All but Type 2 are rare and of interest primarily because they give insight into the chemistry of blood fats.

In addition to the above genetic causes of blood fat disorders, a number of acquired conditions can raise lipoprotein levels.

  • Diabetes mellitus, because it alters the way the body handles its energy needs, and also affects the way it handles fats. The result is elevated triglycerides and reduced HDL cholesterol. This effect is amplified by obesity.
  • Hypothyroidism is a common cause of lipid abnormalities. The thyroid hormone affects the rate of many chemical processes in the body, including the clearing of fats from the blood. The consequence usually is an elevation of cholesterol.
  • Kidney disease affects the blood's proteins and consequently the composition of the fat packages. It usually raises the LDLs.
  • Liver disease, depending on its stage and severity, can raise or lower any of the blood fats.
  • Alcohol raises triglycerides. In moderate amounts (if they are very moderate) it raises HDLs and can be beneficial.
  • Cigarette smoking lowers HDL cholesterol, as does malnutrition and obesity.

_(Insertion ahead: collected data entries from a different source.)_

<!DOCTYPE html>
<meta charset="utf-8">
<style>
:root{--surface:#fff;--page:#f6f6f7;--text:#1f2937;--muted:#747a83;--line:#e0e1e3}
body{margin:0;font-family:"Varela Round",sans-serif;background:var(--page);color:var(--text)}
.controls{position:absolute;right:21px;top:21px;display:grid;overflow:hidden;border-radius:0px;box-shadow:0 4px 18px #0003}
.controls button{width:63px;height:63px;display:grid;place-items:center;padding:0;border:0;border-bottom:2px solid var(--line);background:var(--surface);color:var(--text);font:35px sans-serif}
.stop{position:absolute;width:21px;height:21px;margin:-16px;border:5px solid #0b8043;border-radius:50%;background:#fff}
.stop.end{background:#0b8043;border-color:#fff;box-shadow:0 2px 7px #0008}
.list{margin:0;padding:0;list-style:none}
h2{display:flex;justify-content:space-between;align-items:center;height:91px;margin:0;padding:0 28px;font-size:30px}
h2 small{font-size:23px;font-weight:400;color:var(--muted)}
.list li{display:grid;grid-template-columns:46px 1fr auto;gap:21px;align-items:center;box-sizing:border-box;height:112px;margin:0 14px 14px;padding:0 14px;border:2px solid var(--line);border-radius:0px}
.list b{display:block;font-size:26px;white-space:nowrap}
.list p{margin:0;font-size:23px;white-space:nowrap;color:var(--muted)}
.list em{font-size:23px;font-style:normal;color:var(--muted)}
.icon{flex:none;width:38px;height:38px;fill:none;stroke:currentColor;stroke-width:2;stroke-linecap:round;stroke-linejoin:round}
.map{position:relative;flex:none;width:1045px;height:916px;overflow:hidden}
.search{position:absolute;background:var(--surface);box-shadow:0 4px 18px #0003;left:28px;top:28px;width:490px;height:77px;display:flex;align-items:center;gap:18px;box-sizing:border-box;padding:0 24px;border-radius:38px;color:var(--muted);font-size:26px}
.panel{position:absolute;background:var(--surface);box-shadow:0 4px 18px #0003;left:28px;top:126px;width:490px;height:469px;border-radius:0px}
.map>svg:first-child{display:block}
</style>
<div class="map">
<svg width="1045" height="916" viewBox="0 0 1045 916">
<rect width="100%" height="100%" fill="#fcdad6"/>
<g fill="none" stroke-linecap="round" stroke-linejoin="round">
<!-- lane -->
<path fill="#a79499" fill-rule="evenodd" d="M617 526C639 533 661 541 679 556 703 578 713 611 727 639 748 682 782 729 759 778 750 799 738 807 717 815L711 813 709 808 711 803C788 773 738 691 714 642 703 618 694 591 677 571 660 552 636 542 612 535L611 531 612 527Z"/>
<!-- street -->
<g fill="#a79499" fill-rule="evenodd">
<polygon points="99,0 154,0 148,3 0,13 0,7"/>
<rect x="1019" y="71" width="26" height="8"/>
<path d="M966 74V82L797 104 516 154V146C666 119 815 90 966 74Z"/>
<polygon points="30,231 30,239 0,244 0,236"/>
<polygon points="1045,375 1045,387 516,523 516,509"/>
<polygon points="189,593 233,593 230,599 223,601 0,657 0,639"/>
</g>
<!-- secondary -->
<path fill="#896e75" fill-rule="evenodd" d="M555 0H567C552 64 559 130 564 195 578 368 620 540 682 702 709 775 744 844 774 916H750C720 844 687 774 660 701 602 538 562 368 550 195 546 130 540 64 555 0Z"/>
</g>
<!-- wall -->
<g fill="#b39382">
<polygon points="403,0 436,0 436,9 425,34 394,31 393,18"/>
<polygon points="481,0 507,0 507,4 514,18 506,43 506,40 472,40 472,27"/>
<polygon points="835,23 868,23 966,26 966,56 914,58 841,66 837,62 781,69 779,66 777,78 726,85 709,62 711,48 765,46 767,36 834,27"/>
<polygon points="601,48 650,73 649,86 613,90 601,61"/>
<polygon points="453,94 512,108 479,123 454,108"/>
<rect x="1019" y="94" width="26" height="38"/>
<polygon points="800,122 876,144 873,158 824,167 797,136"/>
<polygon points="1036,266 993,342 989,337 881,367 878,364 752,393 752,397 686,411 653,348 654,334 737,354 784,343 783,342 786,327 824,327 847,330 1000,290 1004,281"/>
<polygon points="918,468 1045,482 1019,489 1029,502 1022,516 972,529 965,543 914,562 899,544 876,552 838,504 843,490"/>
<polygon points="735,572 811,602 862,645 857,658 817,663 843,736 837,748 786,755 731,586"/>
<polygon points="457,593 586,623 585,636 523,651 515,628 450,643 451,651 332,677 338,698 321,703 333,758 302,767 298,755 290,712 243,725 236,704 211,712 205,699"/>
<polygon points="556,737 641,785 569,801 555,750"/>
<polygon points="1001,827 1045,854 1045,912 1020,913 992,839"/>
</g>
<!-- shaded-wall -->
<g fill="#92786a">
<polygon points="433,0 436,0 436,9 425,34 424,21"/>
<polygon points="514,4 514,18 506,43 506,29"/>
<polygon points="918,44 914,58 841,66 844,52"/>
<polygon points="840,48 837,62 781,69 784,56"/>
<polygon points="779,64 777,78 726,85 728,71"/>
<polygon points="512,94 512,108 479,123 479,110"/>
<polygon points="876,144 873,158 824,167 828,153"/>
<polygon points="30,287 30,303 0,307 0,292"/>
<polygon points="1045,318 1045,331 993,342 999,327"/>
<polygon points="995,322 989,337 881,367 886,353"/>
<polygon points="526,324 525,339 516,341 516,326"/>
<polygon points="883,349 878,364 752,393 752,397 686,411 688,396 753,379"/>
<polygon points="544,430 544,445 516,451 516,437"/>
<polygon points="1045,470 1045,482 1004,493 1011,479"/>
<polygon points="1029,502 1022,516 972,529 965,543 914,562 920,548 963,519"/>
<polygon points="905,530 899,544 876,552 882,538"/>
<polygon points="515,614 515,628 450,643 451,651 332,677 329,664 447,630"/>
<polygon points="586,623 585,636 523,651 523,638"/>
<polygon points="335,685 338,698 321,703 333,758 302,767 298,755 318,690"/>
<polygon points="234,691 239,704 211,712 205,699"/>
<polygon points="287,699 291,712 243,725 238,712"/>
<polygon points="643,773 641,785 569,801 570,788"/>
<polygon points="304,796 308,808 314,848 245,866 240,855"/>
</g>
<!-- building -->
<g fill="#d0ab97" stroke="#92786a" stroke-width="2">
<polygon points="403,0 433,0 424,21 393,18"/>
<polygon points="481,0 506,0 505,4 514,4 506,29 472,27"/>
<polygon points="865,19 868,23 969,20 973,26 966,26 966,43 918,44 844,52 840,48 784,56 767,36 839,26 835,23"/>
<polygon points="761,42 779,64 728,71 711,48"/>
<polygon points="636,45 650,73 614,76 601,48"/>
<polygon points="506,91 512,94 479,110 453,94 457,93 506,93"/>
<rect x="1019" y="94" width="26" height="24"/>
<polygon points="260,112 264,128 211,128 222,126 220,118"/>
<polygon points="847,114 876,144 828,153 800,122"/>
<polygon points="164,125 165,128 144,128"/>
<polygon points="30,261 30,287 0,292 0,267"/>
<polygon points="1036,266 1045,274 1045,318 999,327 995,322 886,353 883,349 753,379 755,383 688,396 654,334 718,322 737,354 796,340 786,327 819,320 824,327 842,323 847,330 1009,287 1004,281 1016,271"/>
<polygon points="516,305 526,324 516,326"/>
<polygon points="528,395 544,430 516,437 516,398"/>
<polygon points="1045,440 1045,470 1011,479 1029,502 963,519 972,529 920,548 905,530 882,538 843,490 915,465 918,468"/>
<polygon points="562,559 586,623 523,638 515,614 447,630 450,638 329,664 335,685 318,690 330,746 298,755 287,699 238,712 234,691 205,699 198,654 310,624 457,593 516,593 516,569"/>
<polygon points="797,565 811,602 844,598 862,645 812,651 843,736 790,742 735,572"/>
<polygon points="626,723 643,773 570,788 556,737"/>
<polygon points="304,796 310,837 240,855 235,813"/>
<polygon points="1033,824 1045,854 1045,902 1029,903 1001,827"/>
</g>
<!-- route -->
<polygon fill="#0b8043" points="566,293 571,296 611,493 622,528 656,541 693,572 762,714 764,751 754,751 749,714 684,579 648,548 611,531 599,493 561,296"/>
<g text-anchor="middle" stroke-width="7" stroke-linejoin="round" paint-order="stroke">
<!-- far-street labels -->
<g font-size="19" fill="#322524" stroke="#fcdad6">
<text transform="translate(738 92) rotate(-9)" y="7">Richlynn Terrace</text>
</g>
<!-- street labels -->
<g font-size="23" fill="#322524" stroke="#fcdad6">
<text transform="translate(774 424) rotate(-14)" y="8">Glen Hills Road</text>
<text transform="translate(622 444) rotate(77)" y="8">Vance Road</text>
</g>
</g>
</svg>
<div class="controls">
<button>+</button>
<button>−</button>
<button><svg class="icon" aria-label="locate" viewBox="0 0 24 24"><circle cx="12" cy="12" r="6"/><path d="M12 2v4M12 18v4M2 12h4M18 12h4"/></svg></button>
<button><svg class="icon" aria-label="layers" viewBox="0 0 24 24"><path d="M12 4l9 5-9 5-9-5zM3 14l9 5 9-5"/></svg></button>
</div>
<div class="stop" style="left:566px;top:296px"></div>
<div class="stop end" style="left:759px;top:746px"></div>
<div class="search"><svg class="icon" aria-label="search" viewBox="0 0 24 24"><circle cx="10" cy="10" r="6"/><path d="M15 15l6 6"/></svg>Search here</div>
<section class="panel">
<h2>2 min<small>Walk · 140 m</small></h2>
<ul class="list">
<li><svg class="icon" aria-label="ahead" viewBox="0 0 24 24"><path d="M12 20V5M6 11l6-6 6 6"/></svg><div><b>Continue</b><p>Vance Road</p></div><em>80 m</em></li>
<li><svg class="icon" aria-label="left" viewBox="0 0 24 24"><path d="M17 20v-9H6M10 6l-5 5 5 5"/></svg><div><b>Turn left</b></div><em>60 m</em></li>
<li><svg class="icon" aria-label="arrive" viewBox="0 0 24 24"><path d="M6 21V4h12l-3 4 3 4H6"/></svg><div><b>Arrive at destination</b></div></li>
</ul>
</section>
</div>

Certain medications elevate blood fat levels. Because some of these medications are used to treat heart disease, it has been necessary to reevaluate their usefulness:

  • Thiazides, water pills used to treat high blood pressure, can raise both cholesterol and triglycerides.
  • Beta-blockers, another class of medication used to treat high blood pressure, cortisone-like drugs, and estrogen can raise triglycerides.
  • Progesterone, the pregnancy hormone, raises cholesterol.

Not all of these effects are necessarily bad, nor are they necessarily even significant. For instance, estrogen is clearly beneficial. Each effect must be considered in the overall goal of treatment.